Jammer also hoped he’d pegged the FBI agent’s character and he would leave Eduardo alive as promised. As the Ghost, he’d worked way too hard to put all this together to lose it now. He was close to selling Fuentes the biggest shipment of armaments he’d ever assembled. It would support Fuentes’s bid to be one of the richest drug lords in Colombia. For Fuentes, securing a partnership with the Defensores de la Libertad would guarantee his operation’s success and make him untouchable. That’s exactly what the Ghost was hoping for. It would make destroying Fuentes so much sweeter. Just a bit longer and Jammer would have what he wanted.
He hoped that Max Carpenter got what he wanted, too.
RIO DIDN’T KNOW HOW long she’d been lying on the dirt floor. She’d been passing the time fantasizing about Max. She remembered his mouth, so soft and clever and the way he knew how to put it to good use. She remembered his warm, sure hands running over her, making her fidget and moan.
The sound of footsteps made her shoot up from the floor. A man appeared in front of her cell.
“It’s about time,” she croaked. “I called down for extra towels an hour ago.”

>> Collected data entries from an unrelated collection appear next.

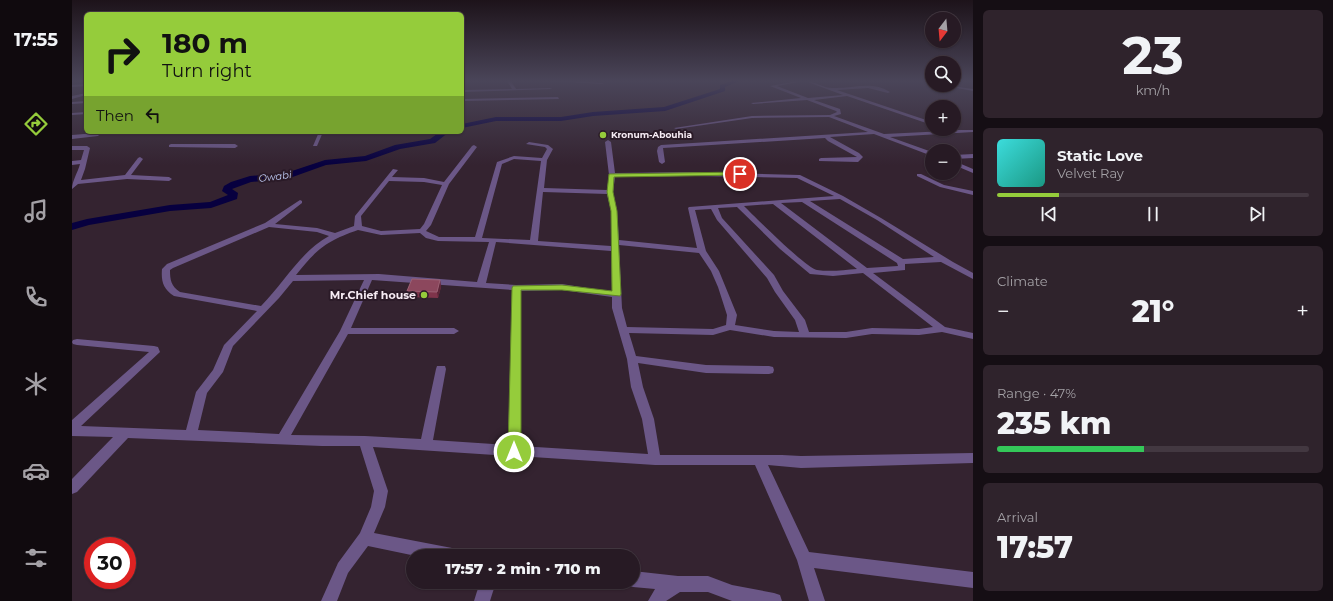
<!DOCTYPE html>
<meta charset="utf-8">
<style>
:root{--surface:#271a24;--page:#2f232c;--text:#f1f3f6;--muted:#a4a1a6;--line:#433841;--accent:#95cc3b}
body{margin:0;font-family:Montserrat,sans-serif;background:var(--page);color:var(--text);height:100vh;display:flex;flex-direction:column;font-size:15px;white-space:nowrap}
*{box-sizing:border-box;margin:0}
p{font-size:13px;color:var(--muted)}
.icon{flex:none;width:22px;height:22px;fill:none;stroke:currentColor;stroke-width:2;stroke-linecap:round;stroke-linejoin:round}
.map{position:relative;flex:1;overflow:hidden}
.side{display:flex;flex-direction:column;gap:10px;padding:10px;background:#150e14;width:360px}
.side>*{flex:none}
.banner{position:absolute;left:12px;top:12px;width:380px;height:122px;border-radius:6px;box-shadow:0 1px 3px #0004,0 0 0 1px var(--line);background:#95cc3b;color:#111;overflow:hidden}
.needle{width:26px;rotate:196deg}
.fabs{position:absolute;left:853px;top:12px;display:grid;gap:8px}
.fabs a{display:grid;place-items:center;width:36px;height:36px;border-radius:50%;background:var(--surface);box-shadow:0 1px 3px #0004,0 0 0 1px var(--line);font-size:20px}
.speed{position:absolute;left:12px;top:537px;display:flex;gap:8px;font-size:20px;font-weight:700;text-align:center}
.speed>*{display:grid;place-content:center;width:52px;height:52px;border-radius:50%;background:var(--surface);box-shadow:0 1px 3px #0004,0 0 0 1px var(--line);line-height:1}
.speed .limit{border:6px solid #d22;background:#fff;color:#111}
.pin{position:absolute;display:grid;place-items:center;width:34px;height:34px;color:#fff;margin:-17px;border:2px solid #fff;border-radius:50%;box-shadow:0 1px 4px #0007}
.me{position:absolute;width:44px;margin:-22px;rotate:0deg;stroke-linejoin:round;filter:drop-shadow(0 0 3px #0008)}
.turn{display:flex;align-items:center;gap:14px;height:84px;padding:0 12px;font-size:18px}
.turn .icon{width:52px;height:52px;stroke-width:2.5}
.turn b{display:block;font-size:28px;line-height:34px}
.then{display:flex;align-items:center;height:38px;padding:0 12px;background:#0003;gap:8px;font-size:15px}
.big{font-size:30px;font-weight:800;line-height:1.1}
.side .card{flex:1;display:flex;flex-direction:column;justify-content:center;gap:6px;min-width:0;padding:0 14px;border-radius:6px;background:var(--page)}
.side .dial{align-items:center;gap:0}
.dial b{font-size:52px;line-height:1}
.song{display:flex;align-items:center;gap:12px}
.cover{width:48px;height:48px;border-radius:6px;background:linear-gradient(135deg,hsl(180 70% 55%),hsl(170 70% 35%))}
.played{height:4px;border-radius:2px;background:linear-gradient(90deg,var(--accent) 20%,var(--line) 20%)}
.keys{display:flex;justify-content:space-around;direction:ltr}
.heat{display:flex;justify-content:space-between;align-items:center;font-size:22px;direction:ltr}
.charge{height:6px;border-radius:3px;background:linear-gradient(90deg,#34c759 47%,var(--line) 0)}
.trip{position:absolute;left:334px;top:549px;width:234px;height:40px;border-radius:20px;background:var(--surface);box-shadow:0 1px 3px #0004,0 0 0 1px var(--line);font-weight:800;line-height:40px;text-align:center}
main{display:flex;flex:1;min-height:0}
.menu{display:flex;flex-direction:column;width:72px;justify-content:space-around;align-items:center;background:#100a0e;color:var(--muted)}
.menu .icon{width:28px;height:28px}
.menu .on{color:var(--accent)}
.menu b{font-size:18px;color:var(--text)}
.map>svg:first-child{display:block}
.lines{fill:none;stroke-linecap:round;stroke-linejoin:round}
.river{fill:#07003f;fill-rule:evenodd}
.street{fill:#6b5787;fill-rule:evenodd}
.wall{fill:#7f344b}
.shaded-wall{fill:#5c2538}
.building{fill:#8c475d;stroke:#9c6174}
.route{fill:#95cc3b;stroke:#618526}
.poi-dot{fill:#95cc3b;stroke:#2a1a27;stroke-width:1.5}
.labels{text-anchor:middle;stroke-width:4;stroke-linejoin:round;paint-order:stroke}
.far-poi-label{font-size:9px;font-weight:bold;fill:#f6ebf3;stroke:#2a1a27;text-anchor:start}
.far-water-label{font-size:10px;font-style:italic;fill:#bfcaf2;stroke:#2a1a27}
.poi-label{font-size:11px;font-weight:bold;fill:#f6ebf3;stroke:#2a1a27;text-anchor:end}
</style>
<main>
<nav class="menu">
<b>17:55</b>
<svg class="icon on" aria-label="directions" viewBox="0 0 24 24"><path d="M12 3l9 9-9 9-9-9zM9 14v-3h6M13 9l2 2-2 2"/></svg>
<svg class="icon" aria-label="music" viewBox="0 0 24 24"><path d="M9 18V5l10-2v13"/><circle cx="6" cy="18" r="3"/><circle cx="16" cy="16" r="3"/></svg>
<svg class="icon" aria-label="phone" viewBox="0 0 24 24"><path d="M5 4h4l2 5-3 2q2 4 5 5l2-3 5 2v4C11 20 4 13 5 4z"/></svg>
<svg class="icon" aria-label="climate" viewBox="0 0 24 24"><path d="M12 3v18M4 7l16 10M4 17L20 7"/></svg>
<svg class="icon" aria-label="car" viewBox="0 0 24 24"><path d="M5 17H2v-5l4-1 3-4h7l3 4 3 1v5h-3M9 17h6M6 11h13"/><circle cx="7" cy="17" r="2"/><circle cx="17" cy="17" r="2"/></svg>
<svg class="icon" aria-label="filters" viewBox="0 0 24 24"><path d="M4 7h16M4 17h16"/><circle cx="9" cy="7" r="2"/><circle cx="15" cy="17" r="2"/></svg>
</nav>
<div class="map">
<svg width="901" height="601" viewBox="0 0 901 601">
<rect width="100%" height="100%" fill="#342330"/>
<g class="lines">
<!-- river -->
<g class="river">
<path d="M660,81H667L653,87V91L593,111L521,116L489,121H424L390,128V124L424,117H489L521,112L592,107L648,89V85Z"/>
<path d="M368,132H377L363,143L328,149L294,161L254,165L215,179L179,182L160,189L166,193L165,199L139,208L98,211L17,225L0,230V223L15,219L98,205L138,202L156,195L150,191L152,186L159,182L178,176L214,173L253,160L293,156L323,145L358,139Z"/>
</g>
<!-- street -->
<g class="street">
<path d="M435,81H439L444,89L478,88L480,89L390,92V90L440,89Z"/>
<path d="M479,81H497L532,83L530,84Z"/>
<path d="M726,81H732L705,86L736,98L771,95L733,81C743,81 751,88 760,88C780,89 800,80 818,92L816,93L796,88L765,90L860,122V125L775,96L742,100L768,109L769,114L762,116L812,134L874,131L872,129L880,130H901V132L818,137L860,152V156L802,134L758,137L787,153L791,157L786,162L747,161V159L749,158L785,157L756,141L753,138L591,148L593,162L590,164L587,162L585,151L586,147L589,145L796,132L757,117L680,118L604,129L602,128L680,116L758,115L765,112L764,111L735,100L681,104L679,103L729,98L698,86Z"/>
<path d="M14,84V86L0,87V85Z"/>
<path d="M872,85L901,89V91L874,86Z"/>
<path d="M14,93V95L0,99V96Z"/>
<path d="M486,97L487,99L390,101V99Z"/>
<path d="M14,101V103L0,104V102Z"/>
<path d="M14,112V114L0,115V113Z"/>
<path d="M108,132H137L135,133H110Z"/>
<path d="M247,132H251L245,146H241Z"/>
<path d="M313,132H318L315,135L313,134Z"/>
<path d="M24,133L27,135L26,136L0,139V135Z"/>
<path d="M536,140L539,142L543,173L623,172L728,175L771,196L809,218L881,262L901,273V279L869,262L833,264V270L801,273L873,327L901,333V339L870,332L847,335L800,334L774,338L702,337L658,330L641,335L557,333L564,356L634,365L697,366L701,367L702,370L701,373L697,374L634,373L566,363L571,387L582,419L588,455H710L729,456L901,453V463L729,468L696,465L737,552L901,572V588L742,568L753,601H737L725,560L683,465H583L445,456L442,457L438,456L301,447L316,491L313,507L302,533L380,548L385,551L388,556H344L296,546L276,573L265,601H249L266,563L288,533L299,507L302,491L288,446H250L56,438L5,492L0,494V479L41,437L0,436V420L77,352L5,345L1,344L0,342L1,340L5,339L82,346L86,347L88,352L9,426L114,430L124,392L141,370L152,345L185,311L102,296C91,289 89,281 90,269L95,264L193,223L228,200L230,201V203L203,224L245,228L263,233L282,226L283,216L321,169L326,170L320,177L352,178L372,182L400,146L402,145L405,147L377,184L359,225L354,231L367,237H403L425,162L442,156L470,158L475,149L473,147L454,144L457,142L476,145L481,149L475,160L472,188L535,190L537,175L533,142ZM442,159L469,161L458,240L410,238L430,164ZM623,176L725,178L762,196L617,207L616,208L625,248L547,240L545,211L541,192L543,177ZM317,181L352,182L370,185L352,224L348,229L309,231L290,226L289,216ZM471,192L535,194L539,211V246L466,241ZM768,199L805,220L862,257L831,259L738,201ZM730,202L825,263L826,266L795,268L709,203ZM701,204L785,269C772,270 758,272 745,270C734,268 683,217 672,206ZM665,207L708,249L738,274L761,276L791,273L861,327L847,329L800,328L774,332H737L733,320L711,291L702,275L650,218L646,208ZM639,209L645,220L695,278L703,292L723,320L727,332L702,331L663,325L665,315L647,271L634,251L623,210ZM197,227L245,232L257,236C228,252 212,283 189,306L108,292C99,286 98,280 98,270L101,268ZM286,230L309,235L348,233L354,238L366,241L417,242L405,282L307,274L224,275C245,249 254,241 286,230ZM424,242L539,251L540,292L490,284L444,285L414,283ZM547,245L627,253L639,271L646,287L655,315L654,325L641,329L555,327L550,308ZM292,280L268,331L207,434L126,430L135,393L151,372L161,346L207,298L221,281ZM300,280L440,290L436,445L361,440L374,369L373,366H365L364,369L349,439L293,436L219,435L276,334H382L387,331L382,328H279ZM490,290L540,297V308L555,359L559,387L570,419L576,454L448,446V291Z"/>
<path d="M99,144H163L166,146L163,148L97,147V145Z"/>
<path d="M0,146H15L18,148L13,169L9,180L53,175L66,158L68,157L71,159L59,175L97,177L100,179L97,181L55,179L6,184L0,189C0,181 6,172 8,164L0,165V161L9,160L12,150H0Z"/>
<path d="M901,154V158L882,159V155Z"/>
<path d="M882,161L901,169V173L882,165Z"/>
<path d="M845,174H849L872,185L901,191V195L868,187L845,176Z"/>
<path d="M561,571L606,576H636L660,585L702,593L708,595L710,601H660L636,592H608L594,601H576L583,589L561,587L555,585L554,582H561Z"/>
<path d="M408,582H424L418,601H402Z"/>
</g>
</g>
<!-- wall -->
<path class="wall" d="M368,280L369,287L366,298L336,297L335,291Z"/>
<!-- shaded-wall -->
<path class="shaded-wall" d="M368,280L369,287L366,298L365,292Z"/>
<!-- building -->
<path class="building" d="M340,279L368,280L365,292L335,291Z"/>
<!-- sky -->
<linearGradient id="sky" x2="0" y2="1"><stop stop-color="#1d131a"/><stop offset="0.49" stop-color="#4a4559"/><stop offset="1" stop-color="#4a4559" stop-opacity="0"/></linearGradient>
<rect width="901" height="165" fill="url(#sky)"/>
<!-- route -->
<path class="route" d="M668,172L670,173V175L542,177L541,192L545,211L549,294L548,296L490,290H449V452L447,455L442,457L438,455L436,452L440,288L441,286L490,285L540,291L539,211L535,192L537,174Z"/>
<!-- markers -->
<g class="poi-dot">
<circle cx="531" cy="135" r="4"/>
<circle cx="352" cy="295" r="4"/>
</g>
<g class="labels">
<!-- far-poi labels -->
<g class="far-poi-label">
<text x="539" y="138">Kronum-Abouhia</text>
</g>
<!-- far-water labels -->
<g class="far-water-label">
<text transform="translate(203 176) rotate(-7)" y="4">Owabi</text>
</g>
<!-- poi labels -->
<g class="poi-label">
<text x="344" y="299">Mr.Chief house</text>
</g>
</g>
</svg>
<div class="fabs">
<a><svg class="needle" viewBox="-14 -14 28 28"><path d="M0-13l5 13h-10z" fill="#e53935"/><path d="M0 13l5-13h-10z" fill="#a4a1a6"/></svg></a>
<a><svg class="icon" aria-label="search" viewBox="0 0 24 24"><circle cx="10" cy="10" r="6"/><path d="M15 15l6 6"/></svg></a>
<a>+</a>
<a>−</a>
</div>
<div class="speed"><div class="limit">30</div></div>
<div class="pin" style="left:668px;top:174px;background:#d93025"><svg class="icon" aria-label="arrive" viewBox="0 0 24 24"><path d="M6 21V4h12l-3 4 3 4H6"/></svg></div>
<svg class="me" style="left:442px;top:452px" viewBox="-20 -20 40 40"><circle r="17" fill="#95cc3b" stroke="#fff" stroke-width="3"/><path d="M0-11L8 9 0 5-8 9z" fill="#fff"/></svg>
<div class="trip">17:57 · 2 min · 710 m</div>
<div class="banner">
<div class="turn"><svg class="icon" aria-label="right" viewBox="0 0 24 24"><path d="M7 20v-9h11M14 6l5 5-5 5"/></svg><div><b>180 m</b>Turn right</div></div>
<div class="then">Then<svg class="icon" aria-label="left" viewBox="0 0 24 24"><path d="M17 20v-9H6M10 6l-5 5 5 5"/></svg></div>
</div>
</div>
<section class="side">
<div class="card dial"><b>23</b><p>km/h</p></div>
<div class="card">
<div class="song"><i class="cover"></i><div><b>Static Love</b><p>Velvet Ray</p></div></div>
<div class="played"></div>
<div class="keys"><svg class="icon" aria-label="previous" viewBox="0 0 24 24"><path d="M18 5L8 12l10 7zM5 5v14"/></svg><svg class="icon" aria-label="pause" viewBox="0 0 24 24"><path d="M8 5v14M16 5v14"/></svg><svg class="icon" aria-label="next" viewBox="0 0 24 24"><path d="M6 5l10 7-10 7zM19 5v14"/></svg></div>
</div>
<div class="card"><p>Climate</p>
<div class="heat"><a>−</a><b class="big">21°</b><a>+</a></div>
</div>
<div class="card"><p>Range · 47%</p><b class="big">235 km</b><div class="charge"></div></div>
<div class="card"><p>Arrival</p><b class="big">17:57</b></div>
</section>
</main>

The guard chuckled, pinning her with a knowing gaze, and Rio stood stolidly, ignoring all the painful places on her body.
He entered the cell and clamped bright silver handcuffs on her, then motioned her ahead. Rio moved past
him, thinking what a waste this was because she wasn’t giving up any information.
The guard gripped her arm and pushed her forward.
“What’s with all the shoving?” she complained.
He just pushed her again.
“Vamos,” he snapped, crowding behind her as she was ushered to a room with nothing in it but a chair and a table. She caught a glimpse of the gorgeous setting outside. The sight seemed so surreal compared to the crudeness of her cell.
“I will ask you questions. You will answer these questions or you will be punished,” the soldier informed her.
“Are you going to put me in a time-out?”
“No,” he said, and then backhanded her. “Does this clear it up?”
“That makes it very clear.”
“Good. Now who is the traitor in Mr. Fuentes’s compound? Who has been informing on him?”
“I don’t know what you’re talking about.”
“I warn you, señorita. I do not play games.”
“I’m not playing games. I don’t have the information you seek.”
He slapped her again, and this time she and the chair almost tipped over.
“So you have the answer now?”
“Yes,” she lied, tired of being pushed around. It was time to push back. An explosion ripped through the quiet day and her jailer turned to gape. It was the opening she needed.
She used her manacled fists like a sledgehammer and caught him squarely in the jaw. He staggered and she spun, executing a perfect kick to his head, which sent him down to the ground. When he groaned and started to rise, she kicked him again.
Immediately, she bent down and searched him for the cuff keys. It took a second to get them off. She put them on him, hands behind his back, and then grabbed his gun.
She headed for the door, but when she was two feet from it, it burst open and men in black stood on the other side.
“Max!” she cried and ran to him as he took her into his arms and squeezed her tight, placing a kiss at her temple. That just wouldn’t do. She grabbed the back of his head and pulled him down. She kissed him hard, his mouth as soft and clever as she remembered, the movement of his lips and tongue primal and greedy. She drew back and she stared up at him, a feline smile on her lips.